◆ **Action item**:
Nothing but the lines from the first line of the material below through the line that holds "position:absolute; right:18px; bottom:18px;" should be set down, exactly and with pictures left out.

◆ **Provided data**:
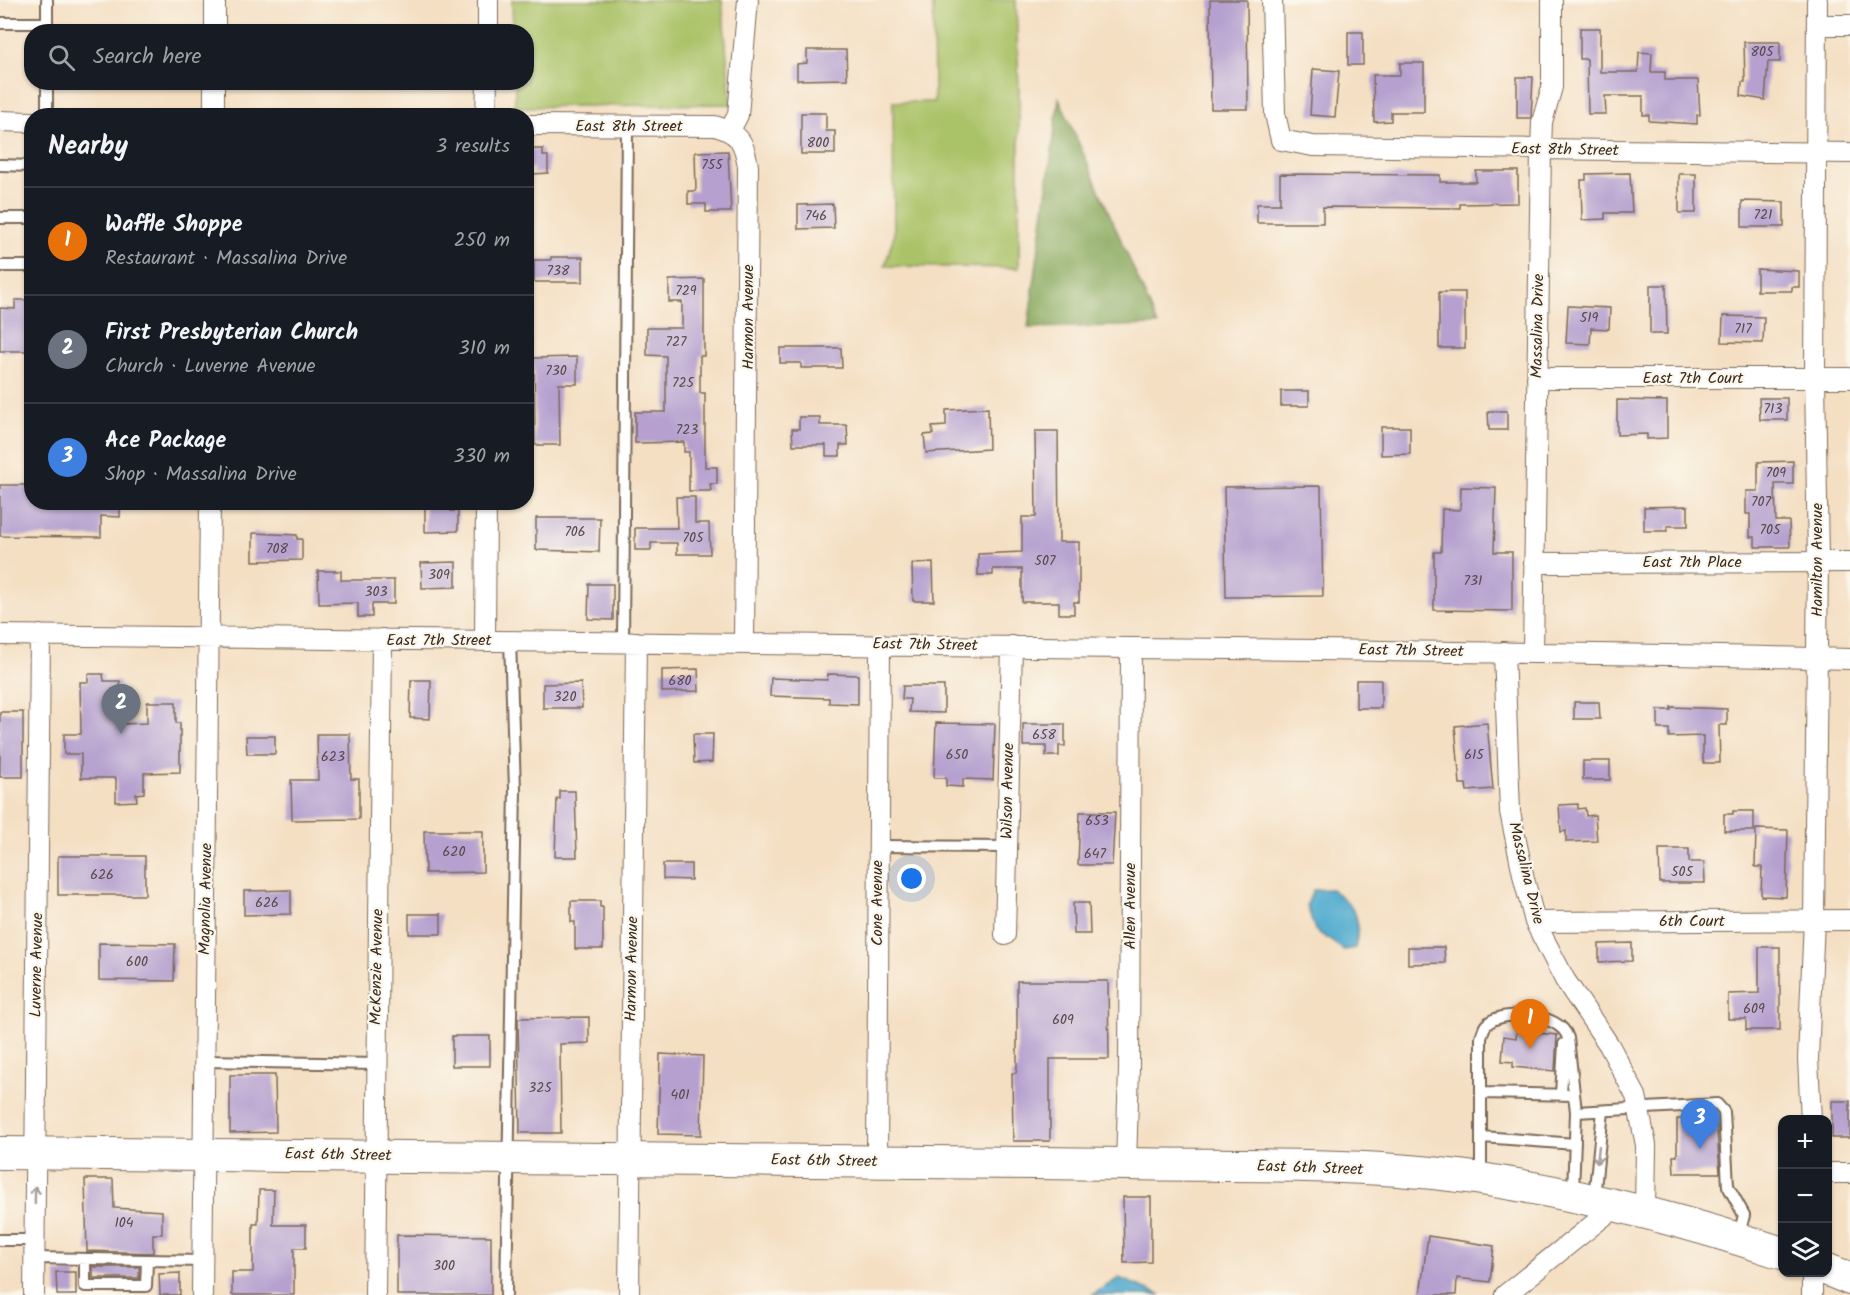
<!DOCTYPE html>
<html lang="en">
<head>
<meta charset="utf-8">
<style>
  body { margin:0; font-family:Kalam,sans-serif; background:#20242c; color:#f1f3f6 }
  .controls { position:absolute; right:18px; bottom:18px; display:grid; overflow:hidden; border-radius:12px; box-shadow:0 2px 4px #0004 }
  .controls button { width:54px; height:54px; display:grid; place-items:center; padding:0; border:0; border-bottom:2px solid #363941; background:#171b24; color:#f1f3f6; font:30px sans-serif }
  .you { position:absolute; left:912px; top:879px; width:21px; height:21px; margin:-15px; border:4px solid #fff; border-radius:50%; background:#1a73e8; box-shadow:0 0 0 9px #1a73e833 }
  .badge { display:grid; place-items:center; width:39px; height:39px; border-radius:50%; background:#ea580c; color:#fff; font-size:20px; font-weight:700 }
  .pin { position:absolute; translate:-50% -50px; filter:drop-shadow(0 2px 3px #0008) }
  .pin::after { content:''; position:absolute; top:32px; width:21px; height:18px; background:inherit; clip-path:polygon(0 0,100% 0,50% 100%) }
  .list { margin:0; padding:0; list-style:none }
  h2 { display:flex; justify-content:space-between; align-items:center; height:78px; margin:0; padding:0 24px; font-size:26px }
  h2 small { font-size:20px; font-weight:400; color:#9ea1a6 }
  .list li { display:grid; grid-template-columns:39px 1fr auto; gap:18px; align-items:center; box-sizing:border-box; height:108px; padding:0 24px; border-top:2px solid #363941 }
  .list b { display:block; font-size:22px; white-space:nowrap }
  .list p { margin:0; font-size:20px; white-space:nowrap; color:#9ea1a6 }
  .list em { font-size:20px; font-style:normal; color:#9ea1a6 }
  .icon { flex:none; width:33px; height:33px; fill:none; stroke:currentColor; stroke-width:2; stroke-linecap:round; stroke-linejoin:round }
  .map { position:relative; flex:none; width:1850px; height:1295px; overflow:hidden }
  .search { position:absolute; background:#171b24; box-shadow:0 2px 4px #0004; left:24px; top:24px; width:510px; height:66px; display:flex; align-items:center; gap:15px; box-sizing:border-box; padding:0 21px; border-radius:24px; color:#9ea1a6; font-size:22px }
  .panel { position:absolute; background:#171b24; box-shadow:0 2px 4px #0004; left:24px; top:108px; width:510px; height:402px; border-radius:24px }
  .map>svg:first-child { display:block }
  .green { fill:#aac267; stroke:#727642; stroke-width:1.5 }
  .forest { fill:#87a85c; stroke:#61693d; stroke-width:1.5 }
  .water { fill:#51accf; stroke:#466b76; stroke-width:1.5 }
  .building { fill:#b5a0cf }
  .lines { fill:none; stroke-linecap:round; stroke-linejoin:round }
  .lane-casing { stroke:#7c6958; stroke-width:14 }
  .street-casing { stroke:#7c6958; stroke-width:22 }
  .primary-casing { stroke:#7c6958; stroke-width:34 }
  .lane { stroke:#fff; stroke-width:10 }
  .street { stroke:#fff; stroke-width:20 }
  .primary { stroke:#fff; stroke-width:32 }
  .oneway { stroke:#a79f9a }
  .labels { text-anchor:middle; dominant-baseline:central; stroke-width:4.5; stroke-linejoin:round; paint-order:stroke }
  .number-label { font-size:14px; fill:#5a484a }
  .street-label { font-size:16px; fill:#3b2a1e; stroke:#fbf7ec }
</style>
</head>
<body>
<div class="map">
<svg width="1850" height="1295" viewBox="0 0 1850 1295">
  <rect width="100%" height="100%" fill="#fbf7ec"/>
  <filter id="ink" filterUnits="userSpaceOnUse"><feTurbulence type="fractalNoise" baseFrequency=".0167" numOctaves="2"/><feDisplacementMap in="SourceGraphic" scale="12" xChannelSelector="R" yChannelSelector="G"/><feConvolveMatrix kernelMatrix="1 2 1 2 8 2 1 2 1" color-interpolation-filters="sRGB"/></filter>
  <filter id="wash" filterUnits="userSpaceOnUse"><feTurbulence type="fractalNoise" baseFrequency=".008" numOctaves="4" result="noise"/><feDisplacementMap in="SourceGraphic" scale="24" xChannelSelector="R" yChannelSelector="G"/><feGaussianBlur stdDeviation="1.35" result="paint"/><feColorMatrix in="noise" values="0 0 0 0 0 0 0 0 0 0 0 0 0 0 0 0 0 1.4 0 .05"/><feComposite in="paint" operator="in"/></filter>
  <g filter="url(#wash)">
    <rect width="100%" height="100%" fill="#f4dfc3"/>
    <path class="green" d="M512,0h210l9,104 -216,3v-24l11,-1v-50l-13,-1z
      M933,0h83l3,91v177l-134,-2 9,-31 -1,-133h41z"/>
    <path class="forest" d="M1059,98l99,227 -130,3z"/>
    <path class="water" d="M1331,889c25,17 31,29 24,59l-11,2 -29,-20 -8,-25 6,-15z
      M1119,1278l42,17h-69z"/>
    <g id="blocks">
      <path class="building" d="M1210,0h37l1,109h-37z
        M1580,28h20v44h38l1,-20 13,1 -1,19h14v8h33l2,35h-3v9l-48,-3v-6h-6v-19h-38l1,18h-18l-1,-55h-7z
        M1348,32h15v33h-15z
        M1744,42h36v20h-12l-3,38 -24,-4 1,-14h3z
        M807,50h39l1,29 -50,1v-16l10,-1z
        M1400,63h24v49h-33v9l-17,1 -1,-47h27z
        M1313,69l26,2 -4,46 -25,-2z
        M1517,77h16l-2,41h-14z
        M801,113h25v18h9v23h-34z
        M526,149h17v7h5v17l-15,1v-6h-7z
        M728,151l3,61h-25v-8h-18v-13h8l-1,-39z
        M1476,171h42v32l-58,1v4l-137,-1v16h-66v-19h23v-30l160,1v7h36z
        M1630,173l2,40h-27v6l-23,1 -1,-40h5v-6z
        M1679,174h17v39h-17z
        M1742,201l42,1v25h-42z
        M833,204l1,24 -36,1v-24z
        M551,257h32v25h-49v-22h17z
        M1757,269l42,2v16h-7v4h-35z
        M704,279v77h-4v37h5v74h12v17h-7l1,7h-22v-39h-5v-10l-49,1v-31h31v-56l-19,-1v-27h35v-26h-13v-22z
        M1650,285h16l1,49h-17z
        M1439,292h26v56h-26z
        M15,300h17v51h-32v-43l15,1z
        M1568,306l42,2 -1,21 -18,-1 -1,16 -24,-1z
        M1723,316l41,1 -1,26 -41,-1z
        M780,348h61l1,20h-41v-5h-21z
        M577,357v27h-18l1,61h-25l-1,-87z
        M1281,391h28v15h-28z
        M1759,398h28v22h-27z
        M1617,400l50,1v37l-20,1v-5l-30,1z
        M988,408l1,41 -63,4 -2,-18 9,-1 -1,-7 14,-1v-16z
        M1488,411h19v19h-18z
        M799,417h21v8h27l1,20h-8v11h-14v-11h-33l-1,-16h7z
        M1381,427h29v27l-29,1z
        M1035,431h23l1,111h20v60h-5v12h-15v-12h-37v-33h-29v6h-15v-21l44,-2v-35h14z
        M1793,461v23h-18l1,37h13l1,26h-35v-10h-5v-23h-4v-23h12v-29z
        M0,485h32v17h88v15l-19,-1v21l-101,-1z
        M1321,486l2,110 -97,1 -2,-110z
        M1461,487l35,1 -2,64h18v59l-78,-1v-58h7l1,-43 18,1z
        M676,497h19v26h14l1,31h-33v-11h-26v7h-16v-22h42z
        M451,506v5h7v20l-33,1v-25z
        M1688,506v20h-21v5h-23v-24z
        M536,518h64l-1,34 -63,-2z
        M253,533l44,2v4h5v21l-49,1z
        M456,562v25l-34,1 -1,-25z
        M933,563l1,38h-21l-1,-37z
        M318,571h23v9h53v24h-22v13h-14v-14l-39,1z
        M589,584h24v36l-25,-1z
        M698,669l1,22 -37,1v-22z
        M88,674h15l1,7h16l1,43 26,-1v-21h29v21h4v49l-36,1v20l-8,1 1,7 -21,1v-24h-35v-24h-17v-20h17l-1,-52h8z
        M828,674l30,1v29l-29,-1v-5l-59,-2 1,-18 56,2z
        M411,680h20l-1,39 -20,-1z
        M1356,680h25v28h-25z
        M581,683l1,25h-39v-24z
        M903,686h41v27l-35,-1 1,-13h-8z
        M1574,702h25l1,17h-26z
        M1671,707l56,2v16h-8l1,38h-17v-27l-34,1v-8h-11v-19h13z
        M0,712h23v65h-23z
        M936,723l59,1 -2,56 -30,-1v8l-17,-1v-8h-12z
        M1487,723l6,66 -26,2 -1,-7h-6l-5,-58z
        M1023,724h42v22h-6v10h-13v-10h-23z
        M317,734h33l1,45h8v40l-67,1 -1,-40h27z
        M693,734h20l-1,28 -18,1z
        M246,736h29v18h-28z
        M1583,761h27v19h-27z
        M560,791h15l2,66h-22l2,-58h3z
        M1578,804v5l7,-1 1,8 9,-1 2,26 -31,1v-11l-5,1 -2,-27z
        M1733,811h21v20h-30v-17h9z
        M1080,812h35l-3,53h-34z
        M1756,829l32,1 -2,67 -25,-1 1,-29h-7z
        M424,831h59v41l-58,1z
        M1659,849h30v13h15l1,21h-45z
        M58,856h87v39h-87z
        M663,864h28v16l-28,-1z
        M291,890v24l-47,1v-24z
        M571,901h29v6h3v42h-28v-27h-4z
        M1073,903h16l1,31h-16z
        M409,914h32v20h-32z
        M99,943l76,1 -1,37 -75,-1z
        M1632,943v18l-33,1v-18z
        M1408,947h36l1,16 -37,1z
        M1759,947h21v83h-34v-11h-18v-25l31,-1z
        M1017,981h91l1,78h-59v82h-37l-1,-68h4l1,-6z
        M589,1017v26l-29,1 1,89h-41l-2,-115z
        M1517,1031l40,4 -2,36 -42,-4v-5l-11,-1 2,-25 12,2z
        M452,1036h38v30h-38z
        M660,1054l43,2 -2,79 -43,-1z
        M230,1075h45l1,57 -46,1z
        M1832,1101h18v37h-18z
        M1677,1119h39l4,54h-46l-1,-17h4z
        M85,1179h28l1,29 48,3v23h-9v19l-66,-2z
        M259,1190h15l-1,35h33v23h-12v47h-62v-23h21v-48h5z
        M1123,1197h28v65l-27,1z
        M397,1235l94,1v59h-94z
        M1428,1236l66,10 -4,36 -33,-4 -1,17h-36z
        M93,1267h46v11h-46z
        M56,1272h20v23h-19z
        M180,1273v22h-20l-1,-21z"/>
    </g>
  </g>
  <g filter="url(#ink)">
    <use href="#blocks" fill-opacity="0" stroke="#7c6958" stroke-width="1.5"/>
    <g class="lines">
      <g class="lane-casing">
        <path id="lane" d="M0,23h47
          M47,32v-32
          M47,116v-34
          M0,165l32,1
          M0,218h32
          M0,266h32
          M623,642l4,-516
          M877,846l130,1
          M204,1061l172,3
          M1481,1093l93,2
          M1561,1094l3,-50
          M1576,1112l141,-8 7,8 4,74 16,29 -5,20
          M1482,1137l93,7
          M1481,1176v-138c1,-4 3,-10 5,-13 14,-16 75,-13 82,13l8,74 -3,80
          M1594,1198l9,-87
          M0,1240h34
          M34,1258l169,3
          M85,1260v26h61l1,-24
          M506,1295l9,-506 -5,-149"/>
      </g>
      <g class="street-casing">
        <path id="street" d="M1272,0l3,114 6,26 32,6 537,7
          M1817,25h33
          M215,32v-32
          M488,32v-32
          M214,116v-34
          M486,116l1,-34
          M0,121l32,1
          M526,125l189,1c24,7 29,15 33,40l-4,477
          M730,130l8,-15 10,-115
          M1537,378h313
          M1534,563l316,-1
          M0,635c440,7 880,10 1320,15 177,3 353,4 530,9
          M485,640l1,-138
          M1504,652l6,160 14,67 11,43 30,58 44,65 27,51 10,49 -1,66
          M1533,652l8,-502 1,-28 10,-35v-87
          M1535,922l315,-2
          M1005,935l7,-289
          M1811,1120l-3,-61 6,-139 4,-359 -3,-183 2,-378
          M877,1162l3,-518
          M1126,1164l3,-95 2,-421
          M1828,1173h22
          M34,1295l6,-660
          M202,1295l8,-793
          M375,1295l7,-656
          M629,1295l7,-653
          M1505,1295l114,-91
          M1812,1295v-23"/>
      </g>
      <g class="primary-casing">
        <path id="primary" d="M0,1153l1126,11c116,2 234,-2 349,14 105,16 206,41 307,75
          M1828,1270l22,9"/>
      </g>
      <use href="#lane" class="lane"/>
      <use href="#street" class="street"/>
      <use href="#primary" class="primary"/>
    </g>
    <defs><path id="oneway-shaft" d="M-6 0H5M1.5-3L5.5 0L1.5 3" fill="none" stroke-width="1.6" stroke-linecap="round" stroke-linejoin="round" transform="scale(1.5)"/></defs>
    <g class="oneway">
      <use href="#oneway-shaft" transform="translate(1598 1155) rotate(96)"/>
      <use href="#oneway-shaft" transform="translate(35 1195) rotate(-89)"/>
    </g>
  </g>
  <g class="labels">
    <g class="number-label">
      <text x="1762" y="52">805</text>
      <text x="818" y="143">800</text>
      <text x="712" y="165">755</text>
      <text x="1763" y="215">721</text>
      <text x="816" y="216">746</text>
      <text x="558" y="271">738</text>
      <text x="686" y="291">729</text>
      <text x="1589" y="318">519</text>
      <text x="1743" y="329">717</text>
      <text x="676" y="342">727</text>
      <text x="556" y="371">730</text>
      <text x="683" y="383">725</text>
      <text x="1773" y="409">713</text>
      <text x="687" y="430">723</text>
      <text x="1776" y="473">709</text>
      <text x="1761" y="502">707</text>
      <text x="1770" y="530">705</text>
      <text x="575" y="532">706</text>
      <text x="693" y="538">705</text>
      <text x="277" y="549">708</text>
      <text x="1045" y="561">507</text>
      <text x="439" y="575">309</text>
      <text x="1473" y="581">731</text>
      <text x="376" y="592">303</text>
      <text x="680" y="681">680</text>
      <text x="565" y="697">320</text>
      <text x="1044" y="735">658</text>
      <text x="957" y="755">650</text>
      <text x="1474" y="755">615</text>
      <text x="333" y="757">623</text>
      <text x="1097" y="821">653</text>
      <text x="454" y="852">620</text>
      <text x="1095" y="854">647</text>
      <text x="1682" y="872">505</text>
      <text x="102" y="875">626</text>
      <text x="267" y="903">626</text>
      <text x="137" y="962">600</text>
      <text x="1754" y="1009">609</text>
      <text x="1063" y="1020">609</text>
      <text x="540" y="1088">325</text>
      <text x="680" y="1095">401</text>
      <text x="124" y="1223">104</text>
      <text x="444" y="1266">300</text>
    </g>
    <g class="street-label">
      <text x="629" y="126">East 8th Street</text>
      <text transform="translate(1565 150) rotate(1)">East 8th Street</text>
      <text transform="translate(748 317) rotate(-90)">Harmon Avenue</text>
      <text transform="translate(1538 326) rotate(-89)">Massalina Drive</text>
      <text x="1693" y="378">East 7th Court</text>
      <text transform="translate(1817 560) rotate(-90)">Hamilton Avenue</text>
      <text x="1692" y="562">East 7th Place</text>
      <text x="439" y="640">East 7th Street</text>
      <text transform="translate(925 645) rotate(1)">East 7th Street</text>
      <text transform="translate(1411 651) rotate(1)">East 7th Street</text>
      <text transform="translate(1008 791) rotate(-89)">Wilson Avenue</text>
      <text transform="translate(1526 873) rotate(76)">Massalina Drive</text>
      <text transform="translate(206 899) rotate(-89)">Magnolia Avenue</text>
      <text transform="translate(877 903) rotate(-90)">Cone Avenue</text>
      <text transform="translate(1130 906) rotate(-90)">Allen Avenue</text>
      <text x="1692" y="921">6th Court</text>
      <text transform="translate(37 965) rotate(-89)">Luverne Avenue</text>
      <text transform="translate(377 967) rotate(-89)">McKenzie Avenue</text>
      <text transform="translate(632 969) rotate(-89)">Harmon Avenue</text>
      <text transform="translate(338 1155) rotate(1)">East 6th Street</text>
      <text transform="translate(824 1161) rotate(1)">East 6th Street</text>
      <text transform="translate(1310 1168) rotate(2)">East 6th Street</text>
    </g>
  </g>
</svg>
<div class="controls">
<button>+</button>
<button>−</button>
<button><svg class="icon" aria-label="layers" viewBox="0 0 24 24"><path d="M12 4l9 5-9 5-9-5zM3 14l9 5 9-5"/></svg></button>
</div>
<div class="you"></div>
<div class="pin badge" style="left:1530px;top:1049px;background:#e8710a">1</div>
<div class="pin badge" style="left:121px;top:734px;background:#6b7280">2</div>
<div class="pin badge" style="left:1700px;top:1149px;background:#3f7fe0">3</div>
<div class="search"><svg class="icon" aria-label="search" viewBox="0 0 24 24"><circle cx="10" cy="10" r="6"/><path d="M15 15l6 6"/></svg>Search here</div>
<section class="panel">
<h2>Nearby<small>3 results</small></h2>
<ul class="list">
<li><span class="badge" style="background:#e8710a">1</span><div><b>Waffle Shoppe</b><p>Restaurant · Massalina Drive</p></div><em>250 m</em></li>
<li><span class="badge" style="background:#6b7280">2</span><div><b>First Presbyterian Church</b><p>Church · Luverne Avenue</p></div><em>310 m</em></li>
<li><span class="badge" style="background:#3f7fe0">3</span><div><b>Ace Package</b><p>Shop · Massalina Drive</p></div><em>330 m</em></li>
</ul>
</section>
</div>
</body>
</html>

◆ **Task solution**:
<!DOCTYPE html>
<html lang="en">
<head>
<meta charset="utf-8">
<style>
  body { margin:0; font-family:Kalam,sans-serif; background:#20242c; color:#f1f3f6 }
  .controls { position:absolute; right:18px; bottom:18px; display:grid; overflow:hidden; border-radius:12px; box-shadow:0 2px 4px #0004 }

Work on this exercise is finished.